However, as partisan politics in Washington prevented the new administration from taking urgent and decisive economic reforms from day one, the decline of the yield curve reflected the overall decline in market sentiment and its perception of the Trump administration as able to deliver quick and efficient solutions in improving the economy.

Currently, the expectations are the yield curve will likely flatten further down to 2 percent, rather than increase to 3 percent. A flatter yield curve in an indication of recessionary dynamics in the economy as it reflects the higher investor demand for longer-term (30-year) governmental bonds for safe haven purposes, and a low demand for short-term (12-month) bonds for the purposes of taking profit.

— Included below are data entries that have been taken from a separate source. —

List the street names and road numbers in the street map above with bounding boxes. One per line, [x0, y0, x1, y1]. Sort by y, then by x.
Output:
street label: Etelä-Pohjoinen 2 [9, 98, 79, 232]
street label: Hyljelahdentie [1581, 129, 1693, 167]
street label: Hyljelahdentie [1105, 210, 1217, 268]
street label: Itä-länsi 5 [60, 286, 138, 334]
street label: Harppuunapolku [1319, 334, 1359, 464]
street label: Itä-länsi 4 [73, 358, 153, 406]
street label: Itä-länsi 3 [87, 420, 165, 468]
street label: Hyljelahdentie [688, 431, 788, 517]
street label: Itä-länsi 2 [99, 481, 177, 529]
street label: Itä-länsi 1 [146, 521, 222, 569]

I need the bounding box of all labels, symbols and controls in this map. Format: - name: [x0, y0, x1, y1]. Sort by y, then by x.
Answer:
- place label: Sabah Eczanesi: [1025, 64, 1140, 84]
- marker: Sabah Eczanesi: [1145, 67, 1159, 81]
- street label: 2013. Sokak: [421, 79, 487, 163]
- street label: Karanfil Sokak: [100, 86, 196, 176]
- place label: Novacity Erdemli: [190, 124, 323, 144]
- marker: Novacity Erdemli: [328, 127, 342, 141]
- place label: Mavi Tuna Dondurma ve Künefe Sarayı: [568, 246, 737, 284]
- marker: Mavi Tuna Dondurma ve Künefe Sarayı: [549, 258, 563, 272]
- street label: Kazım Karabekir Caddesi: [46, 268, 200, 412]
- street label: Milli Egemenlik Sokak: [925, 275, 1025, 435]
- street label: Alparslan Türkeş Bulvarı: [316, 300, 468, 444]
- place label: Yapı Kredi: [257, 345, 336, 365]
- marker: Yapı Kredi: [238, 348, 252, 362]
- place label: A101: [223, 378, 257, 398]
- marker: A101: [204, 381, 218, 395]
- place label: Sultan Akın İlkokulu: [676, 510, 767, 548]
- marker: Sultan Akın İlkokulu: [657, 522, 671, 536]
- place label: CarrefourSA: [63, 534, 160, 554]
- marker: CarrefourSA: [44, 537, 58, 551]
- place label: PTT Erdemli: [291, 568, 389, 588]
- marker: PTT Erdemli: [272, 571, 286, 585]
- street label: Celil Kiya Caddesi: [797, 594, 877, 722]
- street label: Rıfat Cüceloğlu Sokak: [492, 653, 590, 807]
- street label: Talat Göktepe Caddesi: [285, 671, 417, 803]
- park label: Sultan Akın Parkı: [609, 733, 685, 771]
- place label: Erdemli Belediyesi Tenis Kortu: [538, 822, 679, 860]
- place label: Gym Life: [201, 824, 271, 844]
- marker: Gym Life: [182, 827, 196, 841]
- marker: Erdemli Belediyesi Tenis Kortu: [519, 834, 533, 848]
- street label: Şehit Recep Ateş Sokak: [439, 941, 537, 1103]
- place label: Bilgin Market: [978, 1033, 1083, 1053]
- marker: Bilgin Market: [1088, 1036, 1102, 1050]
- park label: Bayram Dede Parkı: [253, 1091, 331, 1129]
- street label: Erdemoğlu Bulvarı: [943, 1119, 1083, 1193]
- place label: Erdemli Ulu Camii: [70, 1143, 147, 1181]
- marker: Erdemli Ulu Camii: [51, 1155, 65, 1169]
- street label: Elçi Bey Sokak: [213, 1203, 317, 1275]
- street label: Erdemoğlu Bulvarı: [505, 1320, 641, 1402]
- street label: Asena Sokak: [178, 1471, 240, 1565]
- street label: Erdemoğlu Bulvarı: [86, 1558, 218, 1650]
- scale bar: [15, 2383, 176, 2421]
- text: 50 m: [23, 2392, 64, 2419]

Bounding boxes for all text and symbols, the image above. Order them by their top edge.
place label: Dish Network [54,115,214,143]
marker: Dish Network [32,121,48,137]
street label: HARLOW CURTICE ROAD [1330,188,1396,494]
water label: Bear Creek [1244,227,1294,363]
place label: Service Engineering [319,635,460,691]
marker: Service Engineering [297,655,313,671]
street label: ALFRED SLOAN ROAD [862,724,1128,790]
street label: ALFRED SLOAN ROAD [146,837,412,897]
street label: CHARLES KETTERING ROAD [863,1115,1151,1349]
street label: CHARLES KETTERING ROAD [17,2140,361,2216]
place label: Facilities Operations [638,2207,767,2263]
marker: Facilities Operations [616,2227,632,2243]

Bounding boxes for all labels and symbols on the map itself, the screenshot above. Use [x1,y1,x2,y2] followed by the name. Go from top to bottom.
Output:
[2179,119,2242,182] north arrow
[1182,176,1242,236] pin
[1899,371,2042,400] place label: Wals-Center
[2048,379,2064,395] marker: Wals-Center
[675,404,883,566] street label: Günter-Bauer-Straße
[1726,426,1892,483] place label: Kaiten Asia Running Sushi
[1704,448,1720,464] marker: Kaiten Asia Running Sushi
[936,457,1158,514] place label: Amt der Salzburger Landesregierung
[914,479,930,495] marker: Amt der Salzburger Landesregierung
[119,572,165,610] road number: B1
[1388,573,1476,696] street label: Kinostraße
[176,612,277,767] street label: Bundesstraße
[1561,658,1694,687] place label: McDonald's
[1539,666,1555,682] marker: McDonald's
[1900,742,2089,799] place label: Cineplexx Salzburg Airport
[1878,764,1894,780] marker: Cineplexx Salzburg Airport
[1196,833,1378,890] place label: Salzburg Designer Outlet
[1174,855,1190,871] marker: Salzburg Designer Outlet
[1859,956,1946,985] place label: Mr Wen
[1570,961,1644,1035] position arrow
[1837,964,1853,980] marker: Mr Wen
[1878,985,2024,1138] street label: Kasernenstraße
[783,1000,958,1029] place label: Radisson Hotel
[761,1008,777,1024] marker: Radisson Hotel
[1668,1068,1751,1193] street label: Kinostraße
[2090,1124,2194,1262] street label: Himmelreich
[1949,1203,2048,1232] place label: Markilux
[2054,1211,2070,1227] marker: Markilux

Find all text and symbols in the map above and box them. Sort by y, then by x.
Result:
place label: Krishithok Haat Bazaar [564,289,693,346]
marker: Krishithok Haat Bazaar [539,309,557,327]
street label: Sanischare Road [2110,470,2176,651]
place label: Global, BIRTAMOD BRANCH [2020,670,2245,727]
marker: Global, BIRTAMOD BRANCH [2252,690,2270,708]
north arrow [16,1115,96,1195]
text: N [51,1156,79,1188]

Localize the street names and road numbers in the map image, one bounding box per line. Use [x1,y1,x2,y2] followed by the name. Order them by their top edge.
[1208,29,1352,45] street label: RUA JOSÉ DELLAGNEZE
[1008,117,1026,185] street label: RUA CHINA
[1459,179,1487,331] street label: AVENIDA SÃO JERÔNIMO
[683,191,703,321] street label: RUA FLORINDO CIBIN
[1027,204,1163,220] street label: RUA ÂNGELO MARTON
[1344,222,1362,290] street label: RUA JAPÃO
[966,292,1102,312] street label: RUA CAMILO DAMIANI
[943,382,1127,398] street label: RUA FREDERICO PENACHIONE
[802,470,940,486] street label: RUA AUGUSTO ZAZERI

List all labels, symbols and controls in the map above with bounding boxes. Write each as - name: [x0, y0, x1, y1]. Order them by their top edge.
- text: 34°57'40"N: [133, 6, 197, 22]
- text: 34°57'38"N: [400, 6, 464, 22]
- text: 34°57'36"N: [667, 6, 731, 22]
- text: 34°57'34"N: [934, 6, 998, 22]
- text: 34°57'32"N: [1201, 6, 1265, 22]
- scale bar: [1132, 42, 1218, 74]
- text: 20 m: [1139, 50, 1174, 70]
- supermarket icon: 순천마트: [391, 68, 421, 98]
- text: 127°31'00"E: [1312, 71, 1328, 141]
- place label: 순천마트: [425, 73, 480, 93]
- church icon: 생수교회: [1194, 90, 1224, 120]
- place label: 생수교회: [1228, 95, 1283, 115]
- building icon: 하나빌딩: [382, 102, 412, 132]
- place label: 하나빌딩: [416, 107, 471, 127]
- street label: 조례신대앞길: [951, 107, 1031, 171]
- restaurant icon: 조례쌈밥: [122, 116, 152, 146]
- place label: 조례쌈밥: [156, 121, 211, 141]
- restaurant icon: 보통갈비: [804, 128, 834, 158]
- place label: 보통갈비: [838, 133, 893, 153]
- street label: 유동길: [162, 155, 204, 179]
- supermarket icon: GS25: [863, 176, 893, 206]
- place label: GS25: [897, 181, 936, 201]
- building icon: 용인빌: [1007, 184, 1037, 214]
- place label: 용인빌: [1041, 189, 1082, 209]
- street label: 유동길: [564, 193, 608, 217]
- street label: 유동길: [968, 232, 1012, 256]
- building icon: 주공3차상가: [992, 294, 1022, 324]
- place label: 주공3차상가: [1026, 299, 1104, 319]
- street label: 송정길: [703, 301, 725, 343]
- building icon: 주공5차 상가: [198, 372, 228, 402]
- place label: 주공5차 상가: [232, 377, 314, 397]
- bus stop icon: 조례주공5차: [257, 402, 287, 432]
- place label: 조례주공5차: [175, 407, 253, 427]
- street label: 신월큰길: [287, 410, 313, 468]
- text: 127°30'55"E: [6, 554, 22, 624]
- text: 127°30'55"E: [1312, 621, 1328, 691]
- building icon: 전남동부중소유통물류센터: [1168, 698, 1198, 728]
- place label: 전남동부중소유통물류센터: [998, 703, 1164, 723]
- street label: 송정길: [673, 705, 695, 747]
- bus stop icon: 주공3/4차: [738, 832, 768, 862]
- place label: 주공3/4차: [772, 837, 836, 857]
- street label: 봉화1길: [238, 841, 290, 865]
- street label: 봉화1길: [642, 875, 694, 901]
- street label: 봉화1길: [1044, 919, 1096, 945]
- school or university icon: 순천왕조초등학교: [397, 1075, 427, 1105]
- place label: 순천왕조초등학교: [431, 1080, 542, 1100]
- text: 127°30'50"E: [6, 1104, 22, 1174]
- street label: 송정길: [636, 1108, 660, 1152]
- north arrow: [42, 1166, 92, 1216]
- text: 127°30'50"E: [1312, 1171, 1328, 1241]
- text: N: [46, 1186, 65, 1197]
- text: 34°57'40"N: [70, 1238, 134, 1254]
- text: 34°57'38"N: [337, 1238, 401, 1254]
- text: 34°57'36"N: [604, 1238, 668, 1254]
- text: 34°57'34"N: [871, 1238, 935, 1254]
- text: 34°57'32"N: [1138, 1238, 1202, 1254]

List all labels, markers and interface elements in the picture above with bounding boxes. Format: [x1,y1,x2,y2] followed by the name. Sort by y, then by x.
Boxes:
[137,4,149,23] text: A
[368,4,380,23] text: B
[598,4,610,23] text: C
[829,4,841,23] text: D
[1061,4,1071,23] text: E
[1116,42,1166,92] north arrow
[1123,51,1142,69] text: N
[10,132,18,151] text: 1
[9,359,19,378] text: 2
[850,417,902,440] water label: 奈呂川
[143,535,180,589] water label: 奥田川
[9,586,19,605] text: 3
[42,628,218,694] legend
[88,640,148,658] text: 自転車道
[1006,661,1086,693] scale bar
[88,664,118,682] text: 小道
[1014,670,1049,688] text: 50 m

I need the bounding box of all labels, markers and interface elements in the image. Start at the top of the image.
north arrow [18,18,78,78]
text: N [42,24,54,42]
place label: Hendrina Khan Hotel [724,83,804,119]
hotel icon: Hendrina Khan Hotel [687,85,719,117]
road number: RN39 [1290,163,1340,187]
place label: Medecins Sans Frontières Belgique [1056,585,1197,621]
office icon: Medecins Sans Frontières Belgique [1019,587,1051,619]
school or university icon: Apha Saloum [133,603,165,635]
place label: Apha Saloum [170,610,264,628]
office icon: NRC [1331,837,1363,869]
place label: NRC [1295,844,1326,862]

The flatter yield curve also happens to coincide with weaker US inflation and consumption figures in the recent months. However, with the stock market setting new record highs relentlessly, there is more grounds for murkier forward-looking projections in regard to the broader US economy. US stock market is outperforming the economic expansion, and asset bubbles are deemed to be a likelier possibility.

"The tech industry is booming, unemployment is low, consumer and business confidence are high, and investors are very complacent," Brad McMillan of Waltham, MA-based Commonwealth Financial Network wrote. "Now, 1999 was a good year, just as 2017 is shaping up to be a good year. With the wisdom of hindsight, though, we know that even as things were great, the seeds of the next downturn were already growing."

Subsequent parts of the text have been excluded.